__TASK TO COMPLETE__. Pull out every line below holding the word "text".

Segment Start: LISTED ENTRIES

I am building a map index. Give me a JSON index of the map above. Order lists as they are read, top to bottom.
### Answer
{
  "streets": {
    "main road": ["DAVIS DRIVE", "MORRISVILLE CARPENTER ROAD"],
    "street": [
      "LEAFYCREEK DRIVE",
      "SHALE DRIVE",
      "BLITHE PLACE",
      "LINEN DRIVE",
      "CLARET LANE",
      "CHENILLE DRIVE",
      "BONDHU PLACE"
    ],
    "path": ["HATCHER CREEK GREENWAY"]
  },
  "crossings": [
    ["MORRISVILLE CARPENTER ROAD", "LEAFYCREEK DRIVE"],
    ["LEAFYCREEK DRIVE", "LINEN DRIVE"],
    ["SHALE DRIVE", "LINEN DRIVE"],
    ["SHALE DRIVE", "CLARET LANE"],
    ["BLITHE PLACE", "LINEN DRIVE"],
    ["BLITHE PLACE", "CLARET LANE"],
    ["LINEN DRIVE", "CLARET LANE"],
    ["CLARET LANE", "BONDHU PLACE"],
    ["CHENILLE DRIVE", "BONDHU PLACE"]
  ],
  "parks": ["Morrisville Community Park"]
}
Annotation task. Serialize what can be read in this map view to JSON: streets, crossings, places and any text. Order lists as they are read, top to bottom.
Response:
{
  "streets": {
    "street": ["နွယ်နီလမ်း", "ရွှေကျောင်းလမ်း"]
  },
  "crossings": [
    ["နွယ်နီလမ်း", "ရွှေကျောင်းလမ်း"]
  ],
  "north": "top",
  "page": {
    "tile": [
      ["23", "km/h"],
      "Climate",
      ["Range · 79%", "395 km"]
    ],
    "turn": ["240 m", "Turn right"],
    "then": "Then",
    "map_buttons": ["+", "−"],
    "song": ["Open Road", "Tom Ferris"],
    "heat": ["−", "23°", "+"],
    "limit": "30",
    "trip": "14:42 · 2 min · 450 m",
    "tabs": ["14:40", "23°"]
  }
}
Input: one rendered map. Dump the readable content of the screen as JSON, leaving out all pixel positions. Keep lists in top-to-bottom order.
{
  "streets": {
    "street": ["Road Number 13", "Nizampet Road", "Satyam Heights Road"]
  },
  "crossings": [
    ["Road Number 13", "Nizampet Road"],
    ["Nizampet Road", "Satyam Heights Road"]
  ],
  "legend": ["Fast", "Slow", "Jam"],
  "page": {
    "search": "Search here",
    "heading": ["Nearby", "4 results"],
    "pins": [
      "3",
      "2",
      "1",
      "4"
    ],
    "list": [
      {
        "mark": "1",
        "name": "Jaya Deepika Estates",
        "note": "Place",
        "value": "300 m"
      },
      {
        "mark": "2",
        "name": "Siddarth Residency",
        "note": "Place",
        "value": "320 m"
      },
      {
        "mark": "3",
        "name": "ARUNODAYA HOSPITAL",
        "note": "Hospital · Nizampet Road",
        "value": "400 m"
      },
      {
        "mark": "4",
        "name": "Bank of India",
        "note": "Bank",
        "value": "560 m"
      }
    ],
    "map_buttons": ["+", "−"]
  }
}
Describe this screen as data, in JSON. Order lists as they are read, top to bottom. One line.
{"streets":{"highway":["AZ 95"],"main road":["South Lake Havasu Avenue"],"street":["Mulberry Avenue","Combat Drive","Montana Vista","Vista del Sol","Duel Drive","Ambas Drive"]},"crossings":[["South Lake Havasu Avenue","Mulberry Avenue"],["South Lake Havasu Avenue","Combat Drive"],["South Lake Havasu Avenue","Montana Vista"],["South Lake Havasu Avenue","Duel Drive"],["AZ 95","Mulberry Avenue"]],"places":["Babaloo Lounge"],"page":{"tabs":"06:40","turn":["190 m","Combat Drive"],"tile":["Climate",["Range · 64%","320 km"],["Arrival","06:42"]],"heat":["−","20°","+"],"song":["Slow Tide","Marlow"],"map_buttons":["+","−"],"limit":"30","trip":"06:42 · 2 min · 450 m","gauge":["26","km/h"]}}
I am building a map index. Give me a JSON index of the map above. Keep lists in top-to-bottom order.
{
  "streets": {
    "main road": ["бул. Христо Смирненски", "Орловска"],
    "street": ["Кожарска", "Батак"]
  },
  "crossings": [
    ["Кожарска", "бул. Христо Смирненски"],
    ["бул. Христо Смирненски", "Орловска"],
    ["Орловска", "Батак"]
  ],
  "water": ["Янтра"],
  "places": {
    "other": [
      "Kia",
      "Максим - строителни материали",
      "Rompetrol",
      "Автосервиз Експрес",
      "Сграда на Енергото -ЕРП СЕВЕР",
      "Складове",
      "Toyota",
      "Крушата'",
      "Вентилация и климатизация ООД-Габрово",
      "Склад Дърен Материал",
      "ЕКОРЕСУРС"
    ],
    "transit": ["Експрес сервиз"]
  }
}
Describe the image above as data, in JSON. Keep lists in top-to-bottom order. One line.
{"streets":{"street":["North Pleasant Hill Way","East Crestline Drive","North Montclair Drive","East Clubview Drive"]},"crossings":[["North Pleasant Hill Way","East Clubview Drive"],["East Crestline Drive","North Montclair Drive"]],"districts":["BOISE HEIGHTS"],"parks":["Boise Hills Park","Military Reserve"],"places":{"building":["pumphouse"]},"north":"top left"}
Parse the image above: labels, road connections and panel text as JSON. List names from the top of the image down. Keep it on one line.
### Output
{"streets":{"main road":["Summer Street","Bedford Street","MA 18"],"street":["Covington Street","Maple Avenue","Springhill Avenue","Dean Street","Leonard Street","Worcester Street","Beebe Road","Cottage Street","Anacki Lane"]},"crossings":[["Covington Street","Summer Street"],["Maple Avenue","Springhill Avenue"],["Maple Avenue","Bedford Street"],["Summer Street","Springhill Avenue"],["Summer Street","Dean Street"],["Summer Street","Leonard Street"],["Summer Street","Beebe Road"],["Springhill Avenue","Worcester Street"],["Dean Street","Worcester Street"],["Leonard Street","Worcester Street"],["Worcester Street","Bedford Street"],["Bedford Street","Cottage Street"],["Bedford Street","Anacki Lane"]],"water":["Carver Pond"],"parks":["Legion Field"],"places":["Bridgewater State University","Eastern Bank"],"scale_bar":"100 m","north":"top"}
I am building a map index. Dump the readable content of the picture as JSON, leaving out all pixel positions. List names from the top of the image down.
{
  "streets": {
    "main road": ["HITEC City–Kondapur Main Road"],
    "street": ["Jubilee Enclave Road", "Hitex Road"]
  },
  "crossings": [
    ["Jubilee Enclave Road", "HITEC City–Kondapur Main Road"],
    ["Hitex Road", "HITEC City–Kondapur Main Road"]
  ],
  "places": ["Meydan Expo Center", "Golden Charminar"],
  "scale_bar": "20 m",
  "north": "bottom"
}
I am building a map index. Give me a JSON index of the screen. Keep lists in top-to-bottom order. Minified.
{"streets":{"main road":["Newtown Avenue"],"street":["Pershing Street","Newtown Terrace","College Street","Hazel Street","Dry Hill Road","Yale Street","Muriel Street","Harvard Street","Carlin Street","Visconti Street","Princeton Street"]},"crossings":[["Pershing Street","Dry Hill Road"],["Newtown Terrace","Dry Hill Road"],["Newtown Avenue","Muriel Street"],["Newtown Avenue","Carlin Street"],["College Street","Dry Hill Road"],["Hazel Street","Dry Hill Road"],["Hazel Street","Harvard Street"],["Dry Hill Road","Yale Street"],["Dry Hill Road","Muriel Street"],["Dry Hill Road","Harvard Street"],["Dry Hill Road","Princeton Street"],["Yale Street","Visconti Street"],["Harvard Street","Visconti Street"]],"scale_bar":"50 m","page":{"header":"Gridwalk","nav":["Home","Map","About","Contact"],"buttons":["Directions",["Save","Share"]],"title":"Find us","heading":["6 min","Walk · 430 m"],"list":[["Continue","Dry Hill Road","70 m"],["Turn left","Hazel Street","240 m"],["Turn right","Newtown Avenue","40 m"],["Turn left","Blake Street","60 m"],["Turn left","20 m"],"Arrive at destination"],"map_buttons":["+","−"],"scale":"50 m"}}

Segment End: LISTED ENTRIES

__SOLUTION TO THE EXERCISE__.
Annotation task. Serialize what can be read in this map view to JSON: streets, crossings, places and any text. Order lists as they are read, top to bottom.
Parse the image above: labels, road connections and panel text as JSON. List names from the top of the image down. Keep it on one line.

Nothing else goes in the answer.